Requirement
Note each line of the entries that includes "Dean". Then copy those lines.
(Beginning of Provided records)
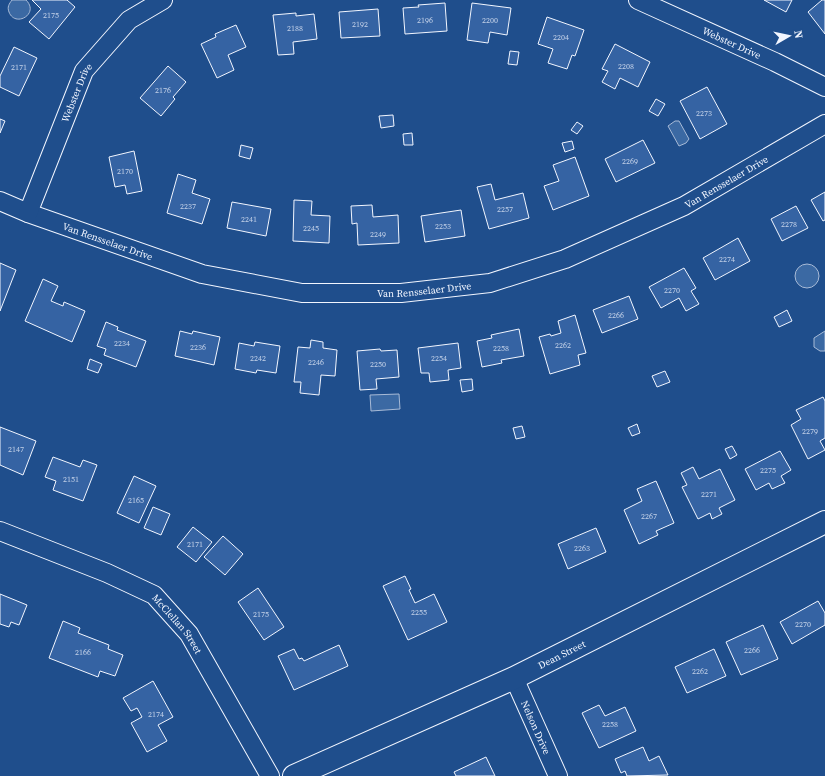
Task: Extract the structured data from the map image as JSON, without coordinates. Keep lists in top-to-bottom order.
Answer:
{
  "streets": {
    "street": [
      "Webster Drive",
      "Van Rensselaer Drive",
      "McClellan Street",
      "Dean Street",
      "Nelson Drive"
    ]
  },
  "crossings": [
    ["Webster Drive", "Van Rensselaer Drive"],
    ["Dean Street", "Nelson Drive"]
  ],
  "house_numbers": [
    "2175",
    "2196",
    "2200",
    "2192",
    "2188",
    "2204",
    "2208",
    "2171",
    "2176",
    "2273",
    "2269",
    "2170",
    "2237",
    "2257",
    "2241",
    "2278",
    "2253",
    "2245",
    "2249",
    "2274",
    "2270",
    "2266",
    "2234",
    "2262",
    "2236",
    "2258",
    "2242",
    "2254",
    "2246",
    "2250",
    "2279",
    "2147",
    "2275",
    "2151",
    "2271",
    "2165",
    "2267",
    "2171",
    "2263",
    "2255",
    "2175",
    "2270",
    "2266",
    "2166",
    "2262",
    "2174",
    "2258"
  ],
  "north": "right"
}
(End of Provided records)
Result for this task
      "Dean Street",
    ["Dean Street", "Nelson Drive"]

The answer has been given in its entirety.